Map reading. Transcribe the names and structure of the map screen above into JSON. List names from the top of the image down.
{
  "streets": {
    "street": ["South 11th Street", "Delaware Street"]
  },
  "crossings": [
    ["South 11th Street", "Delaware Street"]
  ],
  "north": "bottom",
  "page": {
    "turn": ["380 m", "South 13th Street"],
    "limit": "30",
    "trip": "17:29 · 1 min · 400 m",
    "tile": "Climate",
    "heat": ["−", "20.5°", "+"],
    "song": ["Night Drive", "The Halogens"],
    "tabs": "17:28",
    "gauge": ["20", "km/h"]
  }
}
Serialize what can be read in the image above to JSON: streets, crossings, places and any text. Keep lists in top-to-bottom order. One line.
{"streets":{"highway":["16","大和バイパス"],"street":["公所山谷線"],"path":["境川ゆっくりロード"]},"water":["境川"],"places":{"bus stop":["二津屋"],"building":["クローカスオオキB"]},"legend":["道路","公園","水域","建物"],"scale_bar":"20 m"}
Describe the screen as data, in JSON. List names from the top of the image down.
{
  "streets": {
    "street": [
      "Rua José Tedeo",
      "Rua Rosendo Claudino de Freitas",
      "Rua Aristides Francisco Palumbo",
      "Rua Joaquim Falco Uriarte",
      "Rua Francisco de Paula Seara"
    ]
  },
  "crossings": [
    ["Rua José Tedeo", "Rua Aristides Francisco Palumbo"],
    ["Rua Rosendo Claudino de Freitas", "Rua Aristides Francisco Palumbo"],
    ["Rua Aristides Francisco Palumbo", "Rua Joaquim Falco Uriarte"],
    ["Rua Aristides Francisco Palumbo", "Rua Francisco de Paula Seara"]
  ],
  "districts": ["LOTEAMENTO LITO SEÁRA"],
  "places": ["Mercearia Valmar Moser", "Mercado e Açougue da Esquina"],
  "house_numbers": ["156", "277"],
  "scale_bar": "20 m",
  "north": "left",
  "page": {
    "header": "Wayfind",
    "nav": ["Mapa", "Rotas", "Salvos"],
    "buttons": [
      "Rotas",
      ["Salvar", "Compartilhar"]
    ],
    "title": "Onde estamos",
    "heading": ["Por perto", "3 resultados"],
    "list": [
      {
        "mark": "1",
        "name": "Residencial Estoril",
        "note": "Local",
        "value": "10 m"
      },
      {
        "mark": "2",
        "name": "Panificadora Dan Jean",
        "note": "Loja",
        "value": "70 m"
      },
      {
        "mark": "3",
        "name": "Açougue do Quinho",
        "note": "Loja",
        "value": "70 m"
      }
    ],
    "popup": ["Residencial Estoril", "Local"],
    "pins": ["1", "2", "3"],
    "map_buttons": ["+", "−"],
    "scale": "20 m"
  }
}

• • • • •

Repeat the material above in full, quoting it exactly.

Answer box
Map reading. Transcribe the names and structure of the map screen above into JSON. List names from the top of the image down.
{
  "streets": {
    "street": ["South 11th Street", "Delaware Street"]
  },
  "crossings": [
    ["South 11th Street", "Delaware Street"]
  ],
  "north": "bottom",
  "page": {
    "turn": ["380 m", "South 13th Street"],
    "limit": "30",
    "trip": "17:29 · 1 min · 400 m",
    "tile": "Climate",
    "heat": ["−", "20.5°", "+"],
    "song": ["Night Drive", "The Halogens"],
    "tabs": "17:28",
    "gauge": ["20", "km/h"]
  }
}
Serialize what can be read in the image above to JSON: streets, crossings, places and any text. Keep lists in top-to-bottom order. One line.
{"streets":{"highway":["16","大和バイパス"],"street":["公所山谷線"],"path":["境川ゆっくりロード"]},"water":["境川"],"places":{"bus stop":["二津屋"],"building":["クローカスオオキB"]},"legend":["道路","公園","水域","建物"],"scale_bar":"20 m"}
Describe the screen as data, in JSON. List names from the top of the image down.
{
  "streets": {
    "street": [
      "Rua José Tedeo",
      "Rua Rosendo Claudino de Freitas",
      "Rua Aristides Francisco Palumbo",
      "Rua Joaquim Falco Uriarte",
      "Rua Francisco de Paula Seara"
    ]
  },
  "crossings": [
    ["Rua José Tedeo", "Rua Aristides Francisco Palumbo"],
    ["Rua Rosendo Claudino de Freitas", "Rua Aristides Francisco Palumbo"],
    ["Rua Aristides Francisco Palumbo", "Rua Joaquim Falco Uriarte"],
    ["Rua Aristides Francisco Palumbo", "Rua Francisco de Paula Seara"]
  ],
  "districts": ["LOTEAMENTO LITO SEÁRA"],
  "places": ["Mercearia Valmar Moser", "Mercado e Açougue da Esquina"],
  "house_numbers": ["156", "277"],
  "scale_bar": "20 m",
  "north": "left",
  "page": {
    "header": "Wayfind",
    "nav": ["Mapa", "Rotas", "Salvos"],
    "buttons": [
      "Rotas",
      ["Salvar", "Compartilhar"]
    ],
    "title": "Onde estamos",
    "heading": ["Por perto", "3 resultados"],
    "list": [
      {
        "mark": "1",
        "name": "Residencial Estoril",
        "note": "Local",
        "value": "10 m"
      },
      {
        "mark": "2",
        "name": "Panificadora Dan Jean",
        "note": "Loja",
        "value": "70 m"
      },
      {
        "mark": "3",
        "name": "Açougue do Quinho",
        "note": "Loja",
        "value": "70 m"
      }
    ],
    "popup": ["Residencial Estoril", "Local"],
    "pins": ["1", "2", "3"],
    "map_buttons": ["+", "−"],
    "scale": "20 m"
  }
}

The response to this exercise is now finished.